══ Data to use ══

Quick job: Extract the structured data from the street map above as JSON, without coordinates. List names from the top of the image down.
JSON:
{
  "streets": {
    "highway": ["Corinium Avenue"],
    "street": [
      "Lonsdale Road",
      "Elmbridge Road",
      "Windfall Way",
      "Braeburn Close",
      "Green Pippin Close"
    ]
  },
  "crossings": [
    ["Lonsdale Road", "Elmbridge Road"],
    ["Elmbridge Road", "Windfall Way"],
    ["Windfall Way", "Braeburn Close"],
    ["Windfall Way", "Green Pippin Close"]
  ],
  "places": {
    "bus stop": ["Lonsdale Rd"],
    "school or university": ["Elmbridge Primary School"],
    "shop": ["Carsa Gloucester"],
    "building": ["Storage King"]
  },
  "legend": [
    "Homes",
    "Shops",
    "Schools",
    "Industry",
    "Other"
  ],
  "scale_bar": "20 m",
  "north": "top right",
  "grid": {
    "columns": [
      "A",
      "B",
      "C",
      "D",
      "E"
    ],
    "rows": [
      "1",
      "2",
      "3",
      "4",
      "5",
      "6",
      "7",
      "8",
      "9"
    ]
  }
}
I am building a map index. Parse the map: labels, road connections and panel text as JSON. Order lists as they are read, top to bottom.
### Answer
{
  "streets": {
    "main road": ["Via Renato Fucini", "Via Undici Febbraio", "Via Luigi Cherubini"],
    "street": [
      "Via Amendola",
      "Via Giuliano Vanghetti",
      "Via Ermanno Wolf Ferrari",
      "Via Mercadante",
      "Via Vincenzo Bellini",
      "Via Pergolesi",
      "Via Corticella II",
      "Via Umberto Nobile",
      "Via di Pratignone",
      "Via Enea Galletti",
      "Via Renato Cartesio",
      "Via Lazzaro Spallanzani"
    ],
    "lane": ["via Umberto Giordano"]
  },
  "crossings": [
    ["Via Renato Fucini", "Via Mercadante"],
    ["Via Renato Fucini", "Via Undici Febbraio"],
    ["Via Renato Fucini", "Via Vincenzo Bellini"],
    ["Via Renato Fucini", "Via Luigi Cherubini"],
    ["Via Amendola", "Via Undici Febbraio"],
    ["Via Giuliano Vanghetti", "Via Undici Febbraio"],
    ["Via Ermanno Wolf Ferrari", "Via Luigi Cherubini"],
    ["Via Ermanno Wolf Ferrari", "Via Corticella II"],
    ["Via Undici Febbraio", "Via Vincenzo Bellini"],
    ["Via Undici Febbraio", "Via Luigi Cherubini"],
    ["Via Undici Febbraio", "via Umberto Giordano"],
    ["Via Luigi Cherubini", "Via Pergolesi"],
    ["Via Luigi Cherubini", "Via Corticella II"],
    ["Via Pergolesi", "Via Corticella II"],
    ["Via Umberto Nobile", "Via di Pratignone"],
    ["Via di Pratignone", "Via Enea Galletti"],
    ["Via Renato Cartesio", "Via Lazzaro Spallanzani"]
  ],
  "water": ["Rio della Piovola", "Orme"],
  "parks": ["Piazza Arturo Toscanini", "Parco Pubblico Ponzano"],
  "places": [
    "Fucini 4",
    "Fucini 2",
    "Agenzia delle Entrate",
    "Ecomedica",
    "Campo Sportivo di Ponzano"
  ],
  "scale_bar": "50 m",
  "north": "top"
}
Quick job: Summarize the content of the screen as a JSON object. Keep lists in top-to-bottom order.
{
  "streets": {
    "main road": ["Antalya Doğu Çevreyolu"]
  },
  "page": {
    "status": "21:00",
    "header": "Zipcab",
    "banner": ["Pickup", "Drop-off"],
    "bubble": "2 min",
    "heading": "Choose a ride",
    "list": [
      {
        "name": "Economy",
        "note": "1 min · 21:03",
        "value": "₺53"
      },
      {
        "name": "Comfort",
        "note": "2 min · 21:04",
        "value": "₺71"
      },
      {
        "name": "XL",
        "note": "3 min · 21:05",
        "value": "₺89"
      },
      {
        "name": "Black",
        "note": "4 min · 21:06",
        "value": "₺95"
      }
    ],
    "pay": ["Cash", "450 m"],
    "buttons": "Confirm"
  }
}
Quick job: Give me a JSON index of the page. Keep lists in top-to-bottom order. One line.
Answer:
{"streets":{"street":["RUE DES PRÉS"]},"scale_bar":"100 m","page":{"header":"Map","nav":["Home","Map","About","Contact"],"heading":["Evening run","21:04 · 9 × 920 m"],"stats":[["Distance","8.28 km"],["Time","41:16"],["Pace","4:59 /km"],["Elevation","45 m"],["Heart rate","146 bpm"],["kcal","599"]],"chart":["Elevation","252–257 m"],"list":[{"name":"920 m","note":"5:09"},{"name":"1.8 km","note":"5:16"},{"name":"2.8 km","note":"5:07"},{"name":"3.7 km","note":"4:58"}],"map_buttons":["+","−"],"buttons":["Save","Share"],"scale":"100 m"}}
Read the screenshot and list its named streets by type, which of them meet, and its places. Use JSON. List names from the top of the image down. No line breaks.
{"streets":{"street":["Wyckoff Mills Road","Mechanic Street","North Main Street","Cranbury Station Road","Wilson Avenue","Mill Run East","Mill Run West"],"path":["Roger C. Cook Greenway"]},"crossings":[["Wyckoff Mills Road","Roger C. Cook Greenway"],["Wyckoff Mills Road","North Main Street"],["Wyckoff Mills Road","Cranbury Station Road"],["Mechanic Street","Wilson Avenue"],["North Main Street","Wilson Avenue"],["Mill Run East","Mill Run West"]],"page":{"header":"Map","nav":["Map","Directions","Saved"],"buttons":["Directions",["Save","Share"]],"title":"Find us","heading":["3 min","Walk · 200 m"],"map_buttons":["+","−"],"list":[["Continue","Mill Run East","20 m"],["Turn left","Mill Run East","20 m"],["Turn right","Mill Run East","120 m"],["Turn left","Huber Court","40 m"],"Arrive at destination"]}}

═══

- **Task item**
The response must consist solely of the lines from the top of the records through the line holding "I am building", copied word for word.

- **Task result**
Quick job: Extract the structured data from the street map above as JSON, without coordinates. List names from the top of the image down.
JSON:
{
  "streets": {
    "highway": ["Corinium Avenue"],
    "street": [
      "Lonsdale Road",
      "Elmbridge Road",
      "Windfall Way",
      "Braeburn Close",
      "Green Pippin Close"
    ]
  },
  "crossings": [
    ["Lonsdale Road", "Elmbridge Road"],
    ["Elmbridge Road", "Windfall Way"],
    ["Windfall Way", "Braeburn Close"],
    ["Windfall Way", "Green Pippin Close"]
  ],
  "places": {
    "bus stop": ["Lonsdale Rd"],
    "school or university": ["Elmbridge Primary School"],
    "shop": ["Carsa Gloucester"],
    "building": ["Storage King"]
  },
  "legend": [
    "Homes",
    "Shops",
    "Schools",
    "Industry",
    "Other"
  ],
  "scale_bar": "20 m",
  "north": "top right",
  "grid": {
    "columns": [
      "A",
      "B",
      "C",
      "D",
      "E"
    ],
    "rows": [
      "1",
      "2",
      "3",
      "4",
      "5",
      "6",
      "7",
      "8",
      "9"
    ]
  }
}
I am building a map index. Parse the map: labels, road connections and panel text as JSON. Order lists as they are read, top to bottom.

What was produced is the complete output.